▶ **Required work**
Please work out how many of the lines below include "setLineDash". Only the number should be given.

[Stored items]

━━━━━━━━━━━━━━━━━━━━━━━━━━━━━━

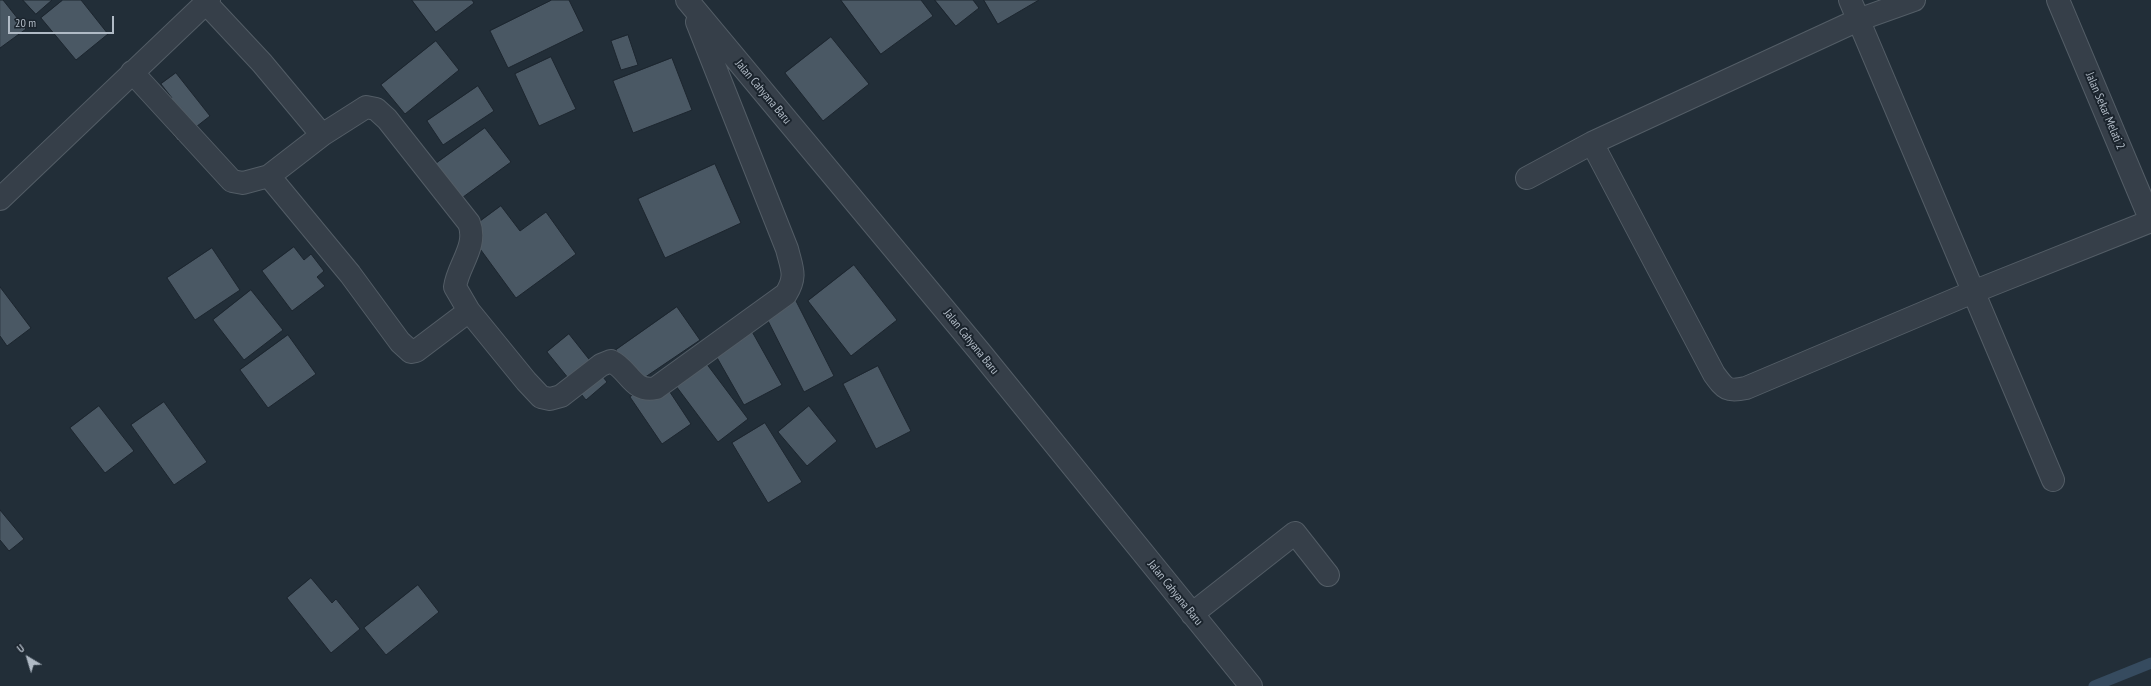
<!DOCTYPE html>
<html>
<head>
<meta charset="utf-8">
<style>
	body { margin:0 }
	#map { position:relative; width:2151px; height:686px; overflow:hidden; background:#222e38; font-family:"PT Sans Narrow",sans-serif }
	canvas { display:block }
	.north { position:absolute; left:8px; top:638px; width:40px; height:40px; -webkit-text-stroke:3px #1b242d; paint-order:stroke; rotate:322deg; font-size:11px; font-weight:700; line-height:16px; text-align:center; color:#b0bac5 }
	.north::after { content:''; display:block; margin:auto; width:14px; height:18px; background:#b0bac5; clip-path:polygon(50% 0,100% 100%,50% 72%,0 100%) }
	.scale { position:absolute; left:8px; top:16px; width:106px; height:18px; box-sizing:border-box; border:2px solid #b0bac5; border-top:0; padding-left:5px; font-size:12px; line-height:14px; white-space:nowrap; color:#b0bac5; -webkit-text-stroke:3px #1b242d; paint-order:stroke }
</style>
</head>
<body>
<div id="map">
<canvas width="2151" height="686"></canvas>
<div class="north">U</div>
<div class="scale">20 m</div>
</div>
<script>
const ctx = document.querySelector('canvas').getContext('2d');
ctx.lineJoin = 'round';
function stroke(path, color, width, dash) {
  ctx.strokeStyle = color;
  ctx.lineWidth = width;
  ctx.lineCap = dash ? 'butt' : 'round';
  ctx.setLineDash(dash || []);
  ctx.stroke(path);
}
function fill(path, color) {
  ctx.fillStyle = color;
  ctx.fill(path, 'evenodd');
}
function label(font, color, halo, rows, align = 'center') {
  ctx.font = font + ' "PT Sans Narrow",sans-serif';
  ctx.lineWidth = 4;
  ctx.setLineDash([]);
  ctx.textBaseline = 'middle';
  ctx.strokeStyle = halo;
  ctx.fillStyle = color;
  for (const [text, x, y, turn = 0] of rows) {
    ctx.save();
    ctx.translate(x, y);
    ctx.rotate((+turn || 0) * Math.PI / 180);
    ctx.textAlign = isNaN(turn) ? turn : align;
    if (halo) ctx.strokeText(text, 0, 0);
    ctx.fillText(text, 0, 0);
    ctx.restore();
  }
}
const stream = new Path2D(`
	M2094,686L2151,663`);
const building = new Path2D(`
	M0,0H3L26,29L0,48Z
	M23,0H52L36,14Z
	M63,0H81L108,34L76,60L41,18Z
	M412,0H472L474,3L436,32Z
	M552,0H569L584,31L508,68L490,31Z
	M841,0H921L933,16L881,54Z
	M935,0H973L979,8L956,26Z
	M984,0H1039L998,24Z
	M628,35L638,65L621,70L611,41Z
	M831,37L869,84L823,121L785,73Z
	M436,41L459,70L405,114L381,85Z
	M551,57L576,109L539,126L515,74Z
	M672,58L692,110L633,133L613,81Z
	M176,73L210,116L178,141L155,111L172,98L161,84Z
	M478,86L494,111L443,145L427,121Z
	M485,128L511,162L459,200L434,165Z
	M715,164L741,223L665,258L638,199Z
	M501,206L520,231L546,212L576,254L516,298L467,231Z
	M294,247L304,260L311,254L324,271L317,277L325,286L292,311L262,271Z
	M212,248L240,290L195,320L167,278Z
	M854,265L897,320L851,356L808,301Z
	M0,287L31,328L7,346L0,336Z
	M251,290L283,330L244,360L213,320Z
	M794,297L834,376L804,392L764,313Z
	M677,307L700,340L638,382L616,350Z
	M745,319L782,385L744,405L707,340Z
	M569,334L607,382L586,400L547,352Z
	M288,335L316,374L268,408L240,370Z
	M697,351L748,419L718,442L667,374Z
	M878,366L911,431L876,449L843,384Z
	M660,377L691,424L662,444L630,397Z
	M164,402L207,462L174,485L131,425Z
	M99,406L134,451L105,473L70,428Z
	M809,406L837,441L807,466L778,432Z
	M765,423L802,482L768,503L732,443Z
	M0,510L24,539L9,551L0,540Z
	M311,578L332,603L336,599L360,629L331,653L287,598Z
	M418,585L439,612L386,655L364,628Z`);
const minor = new Path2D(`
	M687,0L980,352L1251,686
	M1850,0L2053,480
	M2058,0L2151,221
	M206,3L262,63L322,135
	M132,72L232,181L243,183L269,176L322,135L366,107L376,109L387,119L469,223C478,246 458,265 455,287L469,311L416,351L411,352L400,342L350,274L269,176
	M1592,143L1714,374C1725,389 1727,392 1746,388L1973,292L2151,221
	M1527,178L1592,143L1858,20L1914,0
	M0,199L209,0
	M469,311L526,381L541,397L550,399L561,396L601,365L611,361C630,370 632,393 656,388L786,294C797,276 792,269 787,249L697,22
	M1192,614L1295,533L1328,575`);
const streetNames = [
	["Jalan Cahyana Baru",763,92,50],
	["Jalan Sekar Melati 2",2105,111,67],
	["Jalan Cahyana Baru",971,342,51],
	["Jalan Cahyana Baru",1175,593,51]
];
stroke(stream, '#364b5f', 11);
fill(building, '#4a5864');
stroke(building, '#1d262f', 1);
stroke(minor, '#535d66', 24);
stroke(minor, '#363f49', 22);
label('12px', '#b0bac5', '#1b242d', streetNames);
</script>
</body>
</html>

━━━━━━━━━━━━━━━━━━━━━━━━━━━━━━

▶ **Worked solution**
2